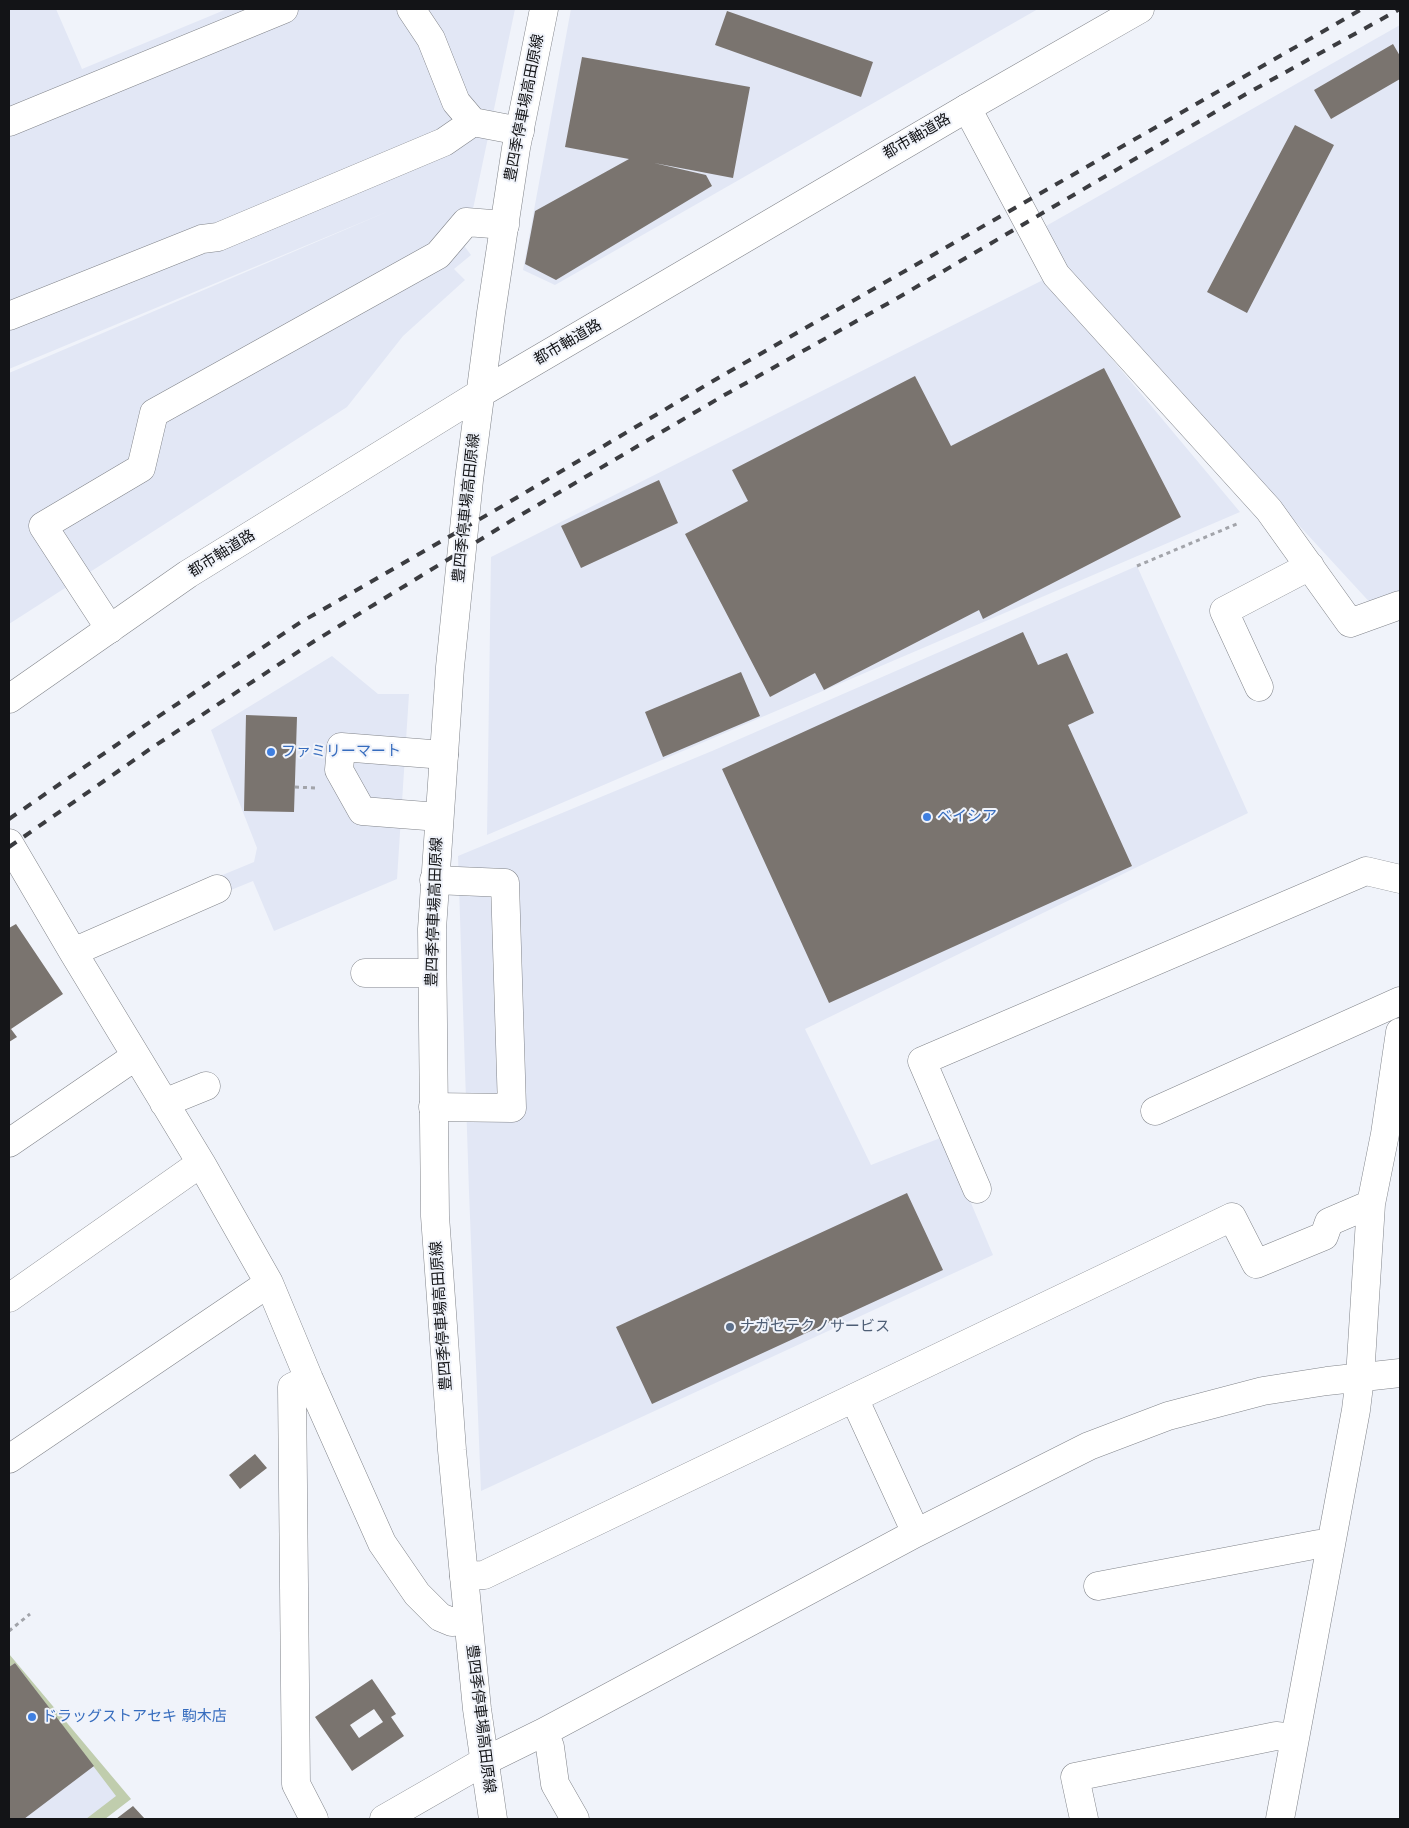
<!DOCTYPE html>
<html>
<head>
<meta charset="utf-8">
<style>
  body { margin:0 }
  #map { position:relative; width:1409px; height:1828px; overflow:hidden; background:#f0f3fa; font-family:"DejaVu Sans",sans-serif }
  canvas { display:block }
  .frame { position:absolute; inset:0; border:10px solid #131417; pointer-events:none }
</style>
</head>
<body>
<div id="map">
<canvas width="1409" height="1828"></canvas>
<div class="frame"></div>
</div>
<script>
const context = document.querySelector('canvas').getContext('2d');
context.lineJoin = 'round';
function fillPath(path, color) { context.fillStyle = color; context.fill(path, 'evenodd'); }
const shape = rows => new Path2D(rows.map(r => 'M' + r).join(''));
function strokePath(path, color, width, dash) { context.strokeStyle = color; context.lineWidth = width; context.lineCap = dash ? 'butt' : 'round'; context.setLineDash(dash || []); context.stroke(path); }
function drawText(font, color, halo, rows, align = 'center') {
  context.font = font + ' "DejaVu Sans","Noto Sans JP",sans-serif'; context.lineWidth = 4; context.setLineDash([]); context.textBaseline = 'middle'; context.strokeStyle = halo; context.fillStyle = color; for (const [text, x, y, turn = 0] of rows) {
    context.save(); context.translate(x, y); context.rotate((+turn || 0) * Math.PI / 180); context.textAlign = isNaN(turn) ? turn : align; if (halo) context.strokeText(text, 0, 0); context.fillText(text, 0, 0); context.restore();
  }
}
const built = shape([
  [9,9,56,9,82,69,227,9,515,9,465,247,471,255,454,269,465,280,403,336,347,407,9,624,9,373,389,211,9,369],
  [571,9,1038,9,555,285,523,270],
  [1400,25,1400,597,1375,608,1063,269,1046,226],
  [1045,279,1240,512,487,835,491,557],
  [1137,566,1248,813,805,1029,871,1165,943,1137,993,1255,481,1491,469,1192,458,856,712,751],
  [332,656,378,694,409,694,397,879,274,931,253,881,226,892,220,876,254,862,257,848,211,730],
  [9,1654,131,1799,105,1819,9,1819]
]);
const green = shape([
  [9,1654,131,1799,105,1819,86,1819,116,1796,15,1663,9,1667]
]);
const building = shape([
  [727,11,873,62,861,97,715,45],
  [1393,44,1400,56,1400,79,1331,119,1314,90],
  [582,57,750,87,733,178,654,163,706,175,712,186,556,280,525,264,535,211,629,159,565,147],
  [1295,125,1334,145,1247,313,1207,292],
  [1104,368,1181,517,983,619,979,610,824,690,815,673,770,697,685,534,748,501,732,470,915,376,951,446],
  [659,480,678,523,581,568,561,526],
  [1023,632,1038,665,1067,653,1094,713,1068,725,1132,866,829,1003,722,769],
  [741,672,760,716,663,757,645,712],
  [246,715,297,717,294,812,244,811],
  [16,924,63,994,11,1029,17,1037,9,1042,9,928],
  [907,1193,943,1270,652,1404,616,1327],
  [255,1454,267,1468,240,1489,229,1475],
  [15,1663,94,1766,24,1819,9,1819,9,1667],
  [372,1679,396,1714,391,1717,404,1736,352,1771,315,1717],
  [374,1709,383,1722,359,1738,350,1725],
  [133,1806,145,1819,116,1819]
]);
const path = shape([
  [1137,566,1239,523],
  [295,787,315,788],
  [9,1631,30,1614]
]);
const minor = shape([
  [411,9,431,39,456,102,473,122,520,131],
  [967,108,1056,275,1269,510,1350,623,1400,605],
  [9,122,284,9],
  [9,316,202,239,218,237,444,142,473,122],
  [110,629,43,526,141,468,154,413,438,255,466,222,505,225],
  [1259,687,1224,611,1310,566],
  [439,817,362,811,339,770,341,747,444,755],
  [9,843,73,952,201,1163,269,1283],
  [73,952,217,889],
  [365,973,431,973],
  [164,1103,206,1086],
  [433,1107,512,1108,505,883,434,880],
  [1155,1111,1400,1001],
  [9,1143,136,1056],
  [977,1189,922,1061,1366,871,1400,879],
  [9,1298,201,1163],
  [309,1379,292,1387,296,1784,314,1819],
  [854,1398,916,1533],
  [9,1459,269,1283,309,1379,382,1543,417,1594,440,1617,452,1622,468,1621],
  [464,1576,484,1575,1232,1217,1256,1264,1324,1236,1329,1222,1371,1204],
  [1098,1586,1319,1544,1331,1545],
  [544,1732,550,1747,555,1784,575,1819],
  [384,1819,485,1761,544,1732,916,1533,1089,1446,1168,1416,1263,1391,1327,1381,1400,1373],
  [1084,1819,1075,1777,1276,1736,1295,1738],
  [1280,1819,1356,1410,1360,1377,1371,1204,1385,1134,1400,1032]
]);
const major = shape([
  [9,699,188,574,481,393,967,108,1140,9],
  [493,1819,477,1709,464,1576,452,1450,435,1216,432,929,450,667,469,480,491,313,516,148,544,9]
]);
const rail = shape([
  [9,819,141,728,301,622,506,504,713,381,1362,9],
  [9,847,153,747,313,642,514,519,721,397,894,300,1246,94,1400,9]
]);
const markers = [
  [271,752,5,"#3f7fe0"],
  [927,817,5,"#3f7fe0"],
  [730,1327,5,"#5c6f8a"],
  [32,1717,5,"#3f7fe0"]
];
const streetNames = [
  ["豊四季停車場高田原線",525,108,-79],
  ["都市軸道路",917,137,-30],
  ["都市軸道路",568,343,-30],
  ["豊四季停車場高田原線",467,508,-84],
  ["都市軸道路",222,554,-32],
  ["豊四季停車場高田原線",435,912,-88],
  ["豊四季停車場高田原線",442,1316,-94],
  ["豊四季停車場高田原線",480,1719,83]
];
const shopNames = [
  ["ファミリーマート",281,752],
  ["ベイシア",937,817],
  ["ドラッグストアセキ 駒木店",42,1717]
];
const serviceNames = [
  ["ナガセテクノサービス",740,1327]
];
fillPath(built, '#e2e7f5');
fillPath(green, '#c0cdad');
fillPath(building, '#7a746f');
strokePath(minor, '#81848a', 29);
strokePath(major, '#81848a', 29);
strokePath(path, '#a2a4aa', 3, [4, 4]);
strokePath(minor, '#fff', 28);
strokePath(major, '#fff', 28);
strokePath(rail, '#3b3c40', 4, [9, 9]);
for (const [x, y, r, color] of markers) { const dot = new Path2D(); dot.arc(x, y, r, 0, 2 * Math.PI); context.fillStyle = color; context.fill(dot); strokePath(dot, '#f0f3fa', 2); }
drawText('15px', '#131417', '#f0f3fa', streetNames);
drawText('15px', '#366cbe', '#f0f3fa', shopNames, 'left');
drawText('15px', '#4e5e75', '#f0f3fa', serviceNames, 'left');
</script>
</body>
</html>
========================
Work item =
Say only the number of lines above holding "lineWidth".

Answer section =
2